◆ **Dataset records**
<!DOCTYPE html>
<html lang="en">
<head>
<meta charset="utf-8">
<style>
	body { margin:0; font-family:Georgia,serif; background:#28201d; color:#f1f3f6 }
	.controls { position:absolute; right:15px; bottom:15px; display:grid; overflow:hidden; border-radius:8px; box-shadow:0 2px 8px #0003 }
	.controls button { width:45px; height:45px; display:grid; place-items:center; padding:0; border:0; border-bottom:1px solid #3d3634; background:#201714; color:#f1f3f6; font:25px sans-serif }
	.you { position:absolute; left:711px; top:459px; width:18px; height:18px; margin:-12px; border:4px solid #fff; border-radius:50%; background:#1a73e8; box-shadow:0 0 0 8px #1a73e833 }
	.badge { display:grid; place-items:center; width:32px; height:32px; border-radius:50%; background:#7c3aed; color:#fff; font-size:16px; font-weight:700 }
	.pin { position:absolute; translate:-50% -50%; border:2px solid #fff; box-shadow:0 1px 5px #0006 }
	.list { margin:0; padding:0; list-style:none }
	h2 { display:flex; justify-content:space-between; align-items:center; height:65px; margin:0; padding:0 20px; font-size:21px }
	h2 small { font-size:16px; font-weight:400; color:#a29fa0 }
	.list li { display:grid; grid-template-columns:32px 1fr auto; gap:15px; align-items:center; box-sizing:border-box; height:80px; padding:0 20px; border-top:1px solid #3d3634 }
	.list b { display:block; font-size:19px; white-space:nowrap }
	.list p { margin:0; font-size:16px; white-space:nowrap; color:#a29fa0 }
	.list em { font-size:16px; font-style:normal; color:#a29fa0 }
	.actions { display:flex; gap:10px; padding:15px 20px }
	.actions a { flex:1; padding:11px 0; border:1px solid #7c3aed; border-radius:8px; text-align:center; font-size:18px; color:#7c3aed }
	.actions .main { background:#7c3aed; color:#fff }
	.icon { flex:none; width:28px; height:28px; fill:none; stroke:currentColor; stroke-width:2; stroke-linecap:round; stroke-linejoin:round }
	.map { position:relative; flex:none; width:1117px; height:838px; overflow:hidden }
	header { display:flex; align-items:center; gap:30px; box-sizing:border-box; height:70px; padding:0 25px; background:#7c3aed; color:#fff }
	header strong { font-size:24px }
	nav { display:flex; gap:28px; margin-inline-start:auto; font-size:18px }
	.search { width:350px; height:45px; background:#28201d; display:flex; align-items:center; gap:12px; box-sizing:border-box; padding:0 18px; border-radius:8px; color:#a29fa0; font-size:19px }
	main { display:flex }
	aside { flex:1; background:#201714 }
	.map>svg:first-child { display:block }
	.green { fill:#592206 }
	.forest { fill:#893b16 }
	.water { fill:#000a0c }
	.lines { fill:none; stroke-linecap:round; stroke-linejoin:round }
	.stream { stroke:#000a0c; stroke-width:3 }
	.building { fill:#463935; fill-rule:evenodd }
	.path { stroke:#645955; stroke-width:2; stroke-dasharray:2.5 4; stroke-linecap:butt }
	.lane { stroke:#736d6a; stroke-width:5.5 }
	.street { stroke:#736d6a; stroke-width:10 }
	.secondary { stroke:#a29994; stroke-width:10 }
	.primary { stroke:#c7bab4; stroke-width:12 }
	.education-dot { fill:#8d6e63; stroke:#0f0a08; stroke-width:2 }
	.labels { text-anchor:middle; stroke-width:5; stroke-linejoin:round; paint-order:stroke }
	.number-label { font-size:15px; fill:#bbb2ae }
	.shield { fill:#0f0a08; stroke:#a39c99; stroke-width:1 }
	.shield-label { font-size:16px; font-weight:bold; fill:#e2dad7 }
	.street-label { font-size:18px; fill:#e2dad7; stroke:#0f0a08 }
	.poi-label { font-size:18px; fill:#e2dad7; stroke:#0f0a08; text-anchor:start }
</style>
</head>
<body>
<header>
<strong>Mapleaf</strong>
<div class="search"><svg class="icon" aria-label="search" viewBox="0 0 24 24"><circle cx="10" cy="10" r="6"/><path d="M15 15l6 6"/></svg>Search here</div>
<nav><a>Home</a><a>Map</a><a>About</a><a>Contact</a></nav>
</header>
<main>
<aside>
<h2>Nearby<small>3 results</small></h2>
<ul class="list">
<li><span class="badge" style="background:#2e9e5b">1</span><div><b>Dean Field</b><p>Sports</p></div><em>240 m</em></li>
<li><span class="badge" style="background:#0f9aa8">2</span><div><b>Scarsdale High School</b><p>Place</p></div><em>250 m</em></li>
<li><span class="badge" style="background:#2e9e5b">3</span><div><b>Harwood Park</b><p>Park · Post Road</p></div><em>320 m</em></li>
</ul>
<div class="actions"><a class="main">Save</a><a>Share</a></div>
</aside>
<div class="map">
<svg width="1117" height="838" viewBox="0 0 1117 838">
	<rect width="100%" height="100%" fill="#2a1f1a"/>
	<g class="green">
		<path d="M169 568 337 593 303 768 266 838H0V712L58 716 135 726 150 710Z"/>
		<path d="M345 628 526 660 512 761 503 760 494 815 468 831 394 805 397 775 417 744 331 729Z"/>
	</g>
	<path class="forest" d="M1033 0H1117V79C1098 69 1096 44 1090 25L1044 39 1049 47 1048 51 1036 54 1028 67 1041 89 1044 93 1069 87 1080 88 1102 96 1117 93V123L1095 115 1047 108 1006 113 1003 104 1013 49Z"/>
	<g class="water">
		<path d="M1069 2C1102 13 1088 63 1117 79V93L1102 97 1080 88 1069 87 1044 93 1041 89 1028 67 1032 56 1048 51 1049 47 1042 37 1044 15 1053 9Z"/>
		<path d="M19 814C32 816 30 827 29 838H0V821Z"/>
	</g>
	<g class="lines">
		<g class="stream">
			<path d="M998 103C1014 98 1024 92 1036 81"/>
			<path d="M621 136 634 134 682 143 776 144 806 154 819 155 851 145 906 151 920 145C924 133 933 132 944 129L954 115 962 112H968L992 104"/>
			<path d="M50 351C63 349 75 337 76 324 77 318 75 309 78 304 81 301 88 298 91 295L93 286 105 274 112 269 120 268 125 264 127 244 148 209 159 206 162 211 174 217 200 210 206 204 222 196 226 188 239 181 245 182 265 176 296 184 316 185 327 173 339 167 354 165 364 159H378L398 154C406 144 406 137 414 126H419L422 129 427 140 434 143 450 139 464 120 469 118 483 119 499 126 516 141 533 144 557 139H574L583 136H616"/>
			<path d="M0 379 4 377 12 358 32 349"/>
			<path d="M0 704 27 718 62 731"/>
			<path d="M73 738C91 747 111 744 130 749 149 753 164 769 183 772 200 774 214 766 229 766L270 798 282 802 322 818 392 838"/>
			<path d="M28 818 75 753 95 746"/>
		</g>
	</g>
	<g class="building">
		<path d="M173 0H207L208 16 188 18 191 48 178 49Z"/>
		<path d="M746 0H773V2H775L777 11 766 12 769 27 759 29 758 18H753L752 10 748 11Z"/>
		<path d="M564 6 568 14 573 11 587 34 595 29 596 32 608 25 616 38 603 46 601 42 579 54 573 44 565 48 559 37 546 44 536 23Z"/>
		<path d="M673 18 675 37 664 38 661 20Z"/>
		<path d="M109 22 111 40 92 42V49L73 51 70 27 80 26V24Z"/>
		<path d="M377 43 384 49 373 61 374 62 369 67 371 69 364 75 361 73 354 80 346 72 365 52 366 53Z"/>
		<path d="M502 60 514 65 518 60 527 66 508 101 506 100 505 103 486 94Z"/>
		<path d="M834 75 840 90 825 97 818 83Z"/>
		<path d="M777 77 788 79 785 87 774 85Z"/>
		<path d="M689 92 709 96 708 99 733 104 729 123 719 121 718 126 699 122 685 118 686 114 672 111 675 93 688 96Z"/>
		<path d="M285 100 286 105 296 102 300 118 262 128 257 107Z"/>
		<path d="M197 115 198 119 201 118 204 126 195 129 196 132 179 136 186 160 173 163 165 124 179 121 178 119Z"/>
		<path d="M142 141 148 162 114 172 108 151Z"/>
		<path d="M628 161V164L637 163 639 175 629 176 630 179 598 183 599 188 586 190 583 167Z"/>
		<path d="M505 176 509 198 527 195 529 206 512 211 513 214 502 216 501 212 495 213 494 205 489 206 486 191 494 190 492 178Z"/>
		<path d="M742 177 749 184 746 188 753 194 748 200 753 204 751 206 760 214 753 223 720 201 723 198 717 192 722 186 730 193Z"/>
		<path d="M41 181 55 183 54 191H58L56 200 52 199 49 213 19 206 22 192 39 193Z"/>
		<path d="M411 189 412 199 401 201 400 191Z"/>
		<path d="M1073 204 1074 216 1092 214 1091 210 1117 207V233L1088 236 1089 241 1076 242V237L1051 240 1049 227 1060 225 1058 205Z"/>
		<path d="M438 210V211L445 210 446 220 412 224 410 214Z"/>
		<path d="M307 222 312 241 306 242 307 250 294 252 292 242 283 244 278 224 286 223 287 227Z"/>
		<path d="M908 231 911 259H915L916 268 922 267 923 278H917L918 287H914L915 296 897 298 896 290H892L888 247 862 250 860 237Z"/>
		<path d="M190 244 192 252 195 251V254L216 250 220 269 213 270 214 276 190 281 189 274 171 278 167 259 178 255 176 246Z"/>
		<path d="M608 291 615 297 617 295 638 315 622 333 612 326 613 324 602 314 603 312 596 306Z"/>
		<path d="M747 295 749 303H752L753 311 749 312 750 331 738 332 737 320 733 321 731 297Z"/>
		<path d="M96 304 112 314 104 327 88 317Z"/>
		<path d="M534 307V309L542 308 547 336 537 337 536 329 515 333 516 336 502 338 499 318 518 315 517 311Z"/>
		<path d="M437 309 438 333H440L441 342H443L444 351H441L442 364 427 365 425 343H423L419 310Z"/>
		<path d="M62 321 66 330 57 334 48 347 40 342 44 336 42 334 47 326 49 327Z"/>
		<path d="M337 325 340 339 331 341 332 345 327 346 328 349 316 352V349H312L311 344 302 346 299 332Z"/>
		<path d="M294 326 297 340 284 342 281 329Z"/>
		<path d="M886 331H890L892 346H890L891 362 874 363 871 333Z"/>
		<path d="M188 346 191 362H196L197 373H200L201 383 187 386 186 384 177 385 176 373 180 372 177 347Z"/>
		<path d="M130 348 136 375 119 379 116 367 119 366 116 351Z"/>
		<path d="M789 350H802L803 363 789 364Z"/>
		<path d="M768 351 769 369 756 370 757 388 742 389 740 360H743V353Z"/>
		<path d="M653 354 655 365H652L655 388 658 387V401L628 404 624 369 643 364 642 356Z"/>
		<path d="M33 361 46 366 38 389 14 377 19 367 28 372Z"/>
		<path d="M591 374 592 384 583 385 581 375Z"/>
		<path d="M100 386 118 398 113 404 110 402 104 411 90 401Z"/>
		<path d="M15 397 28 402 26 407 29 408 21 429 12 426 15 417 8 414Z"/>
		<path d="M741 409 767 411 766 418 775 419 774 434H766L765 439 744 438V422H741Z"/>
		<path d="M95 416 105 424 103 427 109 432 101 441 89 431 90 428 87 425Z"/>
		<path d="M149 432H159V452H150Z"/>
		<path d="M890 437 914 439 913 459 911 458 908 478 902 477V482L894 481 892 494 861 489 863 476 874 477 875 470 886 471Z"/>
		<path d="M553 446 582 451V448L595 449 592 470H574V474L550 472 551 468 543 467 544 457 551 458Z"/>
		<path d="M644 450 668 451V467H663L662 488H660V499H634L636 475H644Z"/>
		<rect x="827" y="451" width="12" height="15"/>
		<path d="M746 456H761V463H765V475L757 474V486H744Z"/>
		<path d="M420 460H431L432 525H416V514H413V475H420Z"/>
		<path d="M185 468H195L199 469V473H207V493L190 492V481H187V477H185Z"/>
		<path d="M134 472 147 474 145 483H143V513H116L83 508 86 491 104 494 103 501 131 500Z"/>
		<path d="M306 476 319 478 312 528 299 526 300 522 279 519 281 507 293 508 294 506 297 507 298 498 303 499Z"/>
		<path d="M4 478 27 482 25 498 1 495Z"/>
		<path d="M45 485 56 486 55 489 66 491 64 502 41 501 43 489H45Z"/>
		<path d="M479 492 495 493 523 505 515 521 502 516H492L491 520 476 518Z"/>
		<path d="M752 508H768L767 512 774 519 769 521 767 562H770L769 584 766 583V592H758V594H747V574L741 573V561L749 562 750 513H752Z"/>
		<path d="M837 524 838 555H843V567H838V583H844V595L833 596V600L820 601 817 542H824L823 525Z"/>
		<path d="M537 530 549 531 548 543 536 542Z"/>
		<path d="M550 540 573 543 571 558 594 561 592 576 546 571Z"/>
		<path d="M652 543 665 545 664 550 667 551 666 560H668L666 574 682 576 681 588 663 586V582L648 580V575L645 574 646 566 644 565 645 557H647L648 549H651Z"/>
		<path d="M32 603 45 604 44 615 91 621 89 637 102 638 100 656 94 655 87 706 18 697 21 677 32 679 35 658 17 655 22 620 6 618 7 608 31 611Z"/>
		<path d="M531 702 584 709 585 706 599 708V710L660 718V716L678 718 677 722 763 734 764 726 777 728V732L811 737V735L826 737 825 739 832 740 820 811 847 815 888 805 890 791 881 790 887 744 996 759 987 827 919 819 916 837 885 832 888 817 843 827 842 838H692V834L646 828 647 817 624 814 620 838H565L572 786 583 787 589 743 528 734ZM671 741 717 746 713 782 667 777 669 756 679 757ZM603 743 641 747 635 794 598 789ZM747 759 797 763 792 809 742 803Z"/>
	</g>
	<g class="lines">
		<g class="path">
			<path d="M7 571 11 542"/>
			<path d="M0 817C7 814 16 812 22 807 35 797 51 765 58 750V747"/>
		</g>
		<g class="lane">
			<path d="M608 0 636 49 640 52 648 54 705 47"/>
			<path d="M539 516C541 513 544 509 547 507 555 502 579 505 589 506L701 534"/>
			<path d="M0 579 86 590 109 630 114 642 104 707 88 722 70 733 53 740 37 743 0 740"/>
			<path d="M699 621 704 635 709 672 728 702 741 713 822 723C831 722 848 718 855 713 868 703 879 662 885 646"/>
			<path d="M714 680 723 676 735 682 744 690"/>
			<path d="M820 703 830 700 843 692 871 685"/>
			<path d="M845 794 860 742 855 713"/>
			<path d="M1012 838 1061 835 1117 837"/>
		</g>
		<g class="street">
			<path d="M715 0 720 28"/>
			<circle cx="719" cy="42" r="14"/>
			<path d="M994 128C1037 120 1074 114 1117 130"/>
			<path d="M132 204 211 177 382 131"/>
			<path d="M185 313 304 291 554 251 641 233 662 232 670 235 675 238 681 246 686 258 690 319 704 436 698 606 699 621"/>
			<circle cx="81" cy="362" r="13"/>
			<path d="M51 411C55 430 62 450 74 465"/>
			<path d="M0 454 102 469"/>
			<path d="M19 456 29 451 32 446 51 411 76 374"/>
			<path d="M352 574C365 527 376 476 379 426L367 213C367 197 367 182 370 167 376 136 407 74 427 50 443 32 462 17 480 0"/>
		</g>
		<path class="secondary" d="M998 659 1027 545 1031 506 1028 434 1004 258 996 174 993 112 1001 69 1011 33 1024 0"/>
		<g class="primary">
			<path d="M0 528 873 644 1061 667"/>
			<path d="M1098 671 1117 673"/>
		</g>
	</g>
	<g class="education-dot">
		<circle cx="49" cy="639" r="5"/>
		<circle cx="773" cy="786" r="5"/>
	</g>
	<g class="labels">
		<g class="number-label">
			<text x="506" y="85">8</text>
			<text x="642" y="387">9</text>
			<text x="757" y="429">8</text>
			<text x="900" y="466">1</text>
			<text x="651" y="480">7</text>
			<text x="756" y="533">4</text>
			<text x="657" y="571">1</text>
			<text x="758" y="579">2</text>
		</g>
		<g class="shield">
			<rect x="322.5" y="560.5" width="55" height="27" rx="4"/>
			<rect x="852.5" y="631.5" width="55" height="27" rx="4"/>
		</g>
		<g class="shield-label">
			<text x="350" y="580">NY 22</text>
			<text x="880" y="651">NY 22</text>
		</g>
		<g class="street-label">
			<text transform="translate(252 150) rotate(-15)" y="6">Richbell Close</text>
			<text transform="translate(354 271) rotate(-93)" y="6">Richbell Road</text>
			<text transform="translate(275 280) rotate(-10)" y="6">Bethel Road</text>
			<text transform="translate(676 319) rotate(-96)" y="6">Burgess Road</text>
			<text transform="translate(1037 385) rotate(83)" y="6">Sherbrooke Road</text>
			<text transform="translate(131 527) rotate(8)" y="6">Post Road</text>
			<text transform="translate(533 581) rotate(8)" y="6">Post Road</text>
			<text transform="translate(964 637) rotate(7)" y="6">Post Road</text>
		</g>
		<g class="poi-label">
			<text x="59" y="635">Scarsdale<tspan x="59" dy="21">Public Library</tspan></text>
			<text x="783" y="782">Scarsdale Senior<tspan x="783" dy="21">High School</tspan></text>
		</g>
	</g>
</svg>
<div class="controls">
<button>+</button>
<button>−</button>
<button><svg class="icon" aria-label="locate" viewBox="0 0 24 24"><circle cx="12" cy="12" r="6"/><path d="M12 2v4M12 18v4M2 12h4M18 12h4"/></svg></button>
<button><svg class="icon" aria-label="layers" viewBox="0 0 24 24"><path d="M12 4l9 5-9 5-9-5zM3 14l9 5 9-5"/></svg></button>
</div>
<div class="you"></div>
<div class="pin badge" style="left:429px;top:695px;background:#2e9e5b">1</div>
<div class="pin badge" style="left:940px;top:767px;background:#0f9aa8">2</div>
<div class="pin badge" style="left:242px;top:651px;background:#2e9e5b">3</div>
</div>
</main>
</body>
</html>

◆ **Task prompt**
Please set down again, word for word, only the lines from the start of the entries through the line with "position:absolute; right:15px; bottom:15px;", both ends included.

◆ **Answer box**
<!DOCTYPE html>
<html lang="en">
<head>
<meta charset="utf-8">
<style>
	body { margin:0; font-family:Georgia,serif; background:#28201d; color:#f1f3f6 }
	.controls { position:absolute; right:15px; bottom:15px; display:grid; overflow:hidden; border-radius:8px; box-shadow:0 2px 8px #0003 }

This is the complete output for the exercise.